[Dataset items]
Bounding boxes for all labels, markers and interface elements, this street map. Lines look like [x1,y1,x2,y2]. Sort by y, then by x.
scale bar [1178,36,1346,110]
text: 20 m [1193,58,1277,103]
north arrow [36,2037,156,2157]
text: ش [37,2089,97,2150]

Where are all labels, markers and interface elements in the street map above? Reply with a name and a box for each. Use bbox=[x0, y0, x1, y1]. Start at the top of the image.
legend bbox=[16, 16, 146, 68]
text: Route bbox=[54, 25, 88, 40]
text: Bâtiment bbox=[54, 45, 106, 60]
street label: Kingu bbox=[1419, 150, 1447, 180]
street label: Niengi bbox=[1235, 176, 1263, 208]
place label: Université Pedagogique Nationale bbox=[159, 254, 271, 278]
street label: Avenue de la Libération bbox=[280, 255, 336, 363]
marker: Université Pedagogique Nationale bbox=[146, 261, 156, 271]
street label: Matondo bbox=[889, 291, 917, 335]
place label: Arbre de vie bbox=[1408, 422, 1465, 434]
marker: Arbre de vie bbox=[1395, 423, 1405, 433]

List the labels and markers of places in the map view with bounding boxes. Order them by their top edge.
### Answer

Task to carry out: Starting at the first entry and ending at the last, reproduce each one exactly.

Answer to this exercise:
Bounding boxes for all labels, markers and interface elements, this street map. Lines look like [x1,y1,x2,y2]. Sort by y, then by x.
scale bar [1178,36,1346,110]
text: 20 m [1193,58,1277,103]
north arrow [36,2037,156,2157]
text: ش [37,2089,97,2150]

Where are all labels, markers and interface elements in the street map above? Reply with a name and a box for each. Use bbox=[x0, y0, x1, y1]. Start at the top of the image.
legend bbox=[16, 16, 146, 68]
text: Route bbox=[54, 25, 88, 40]
text: Bâtiment bbox=[54, 45, 106, 60]
street label: Kingu bbox=[1419, 150, 1447, 180]
street label: Niengi bbox=[1235, 176, 1263, 208]
place label: Université Pedagogique Nationale bbox=[159, 254, 271, 278]
street label: Avenue de la Libération bbox=[280, 255, 336, 363]
marker: Université Pedagogique Nationale bbox=[146, 261, 156, 271]
street label: Matondo bbox=[889, 291, 917, 335]
place label: Arbre de vie bbox=[1408, 422, 1465, 434]
marker: Arbre de vie bbox=[1395, 423, 1405, 433]

List the labels and markers of places in the map view with bounding boxes. Order them by their top edge.
### Answer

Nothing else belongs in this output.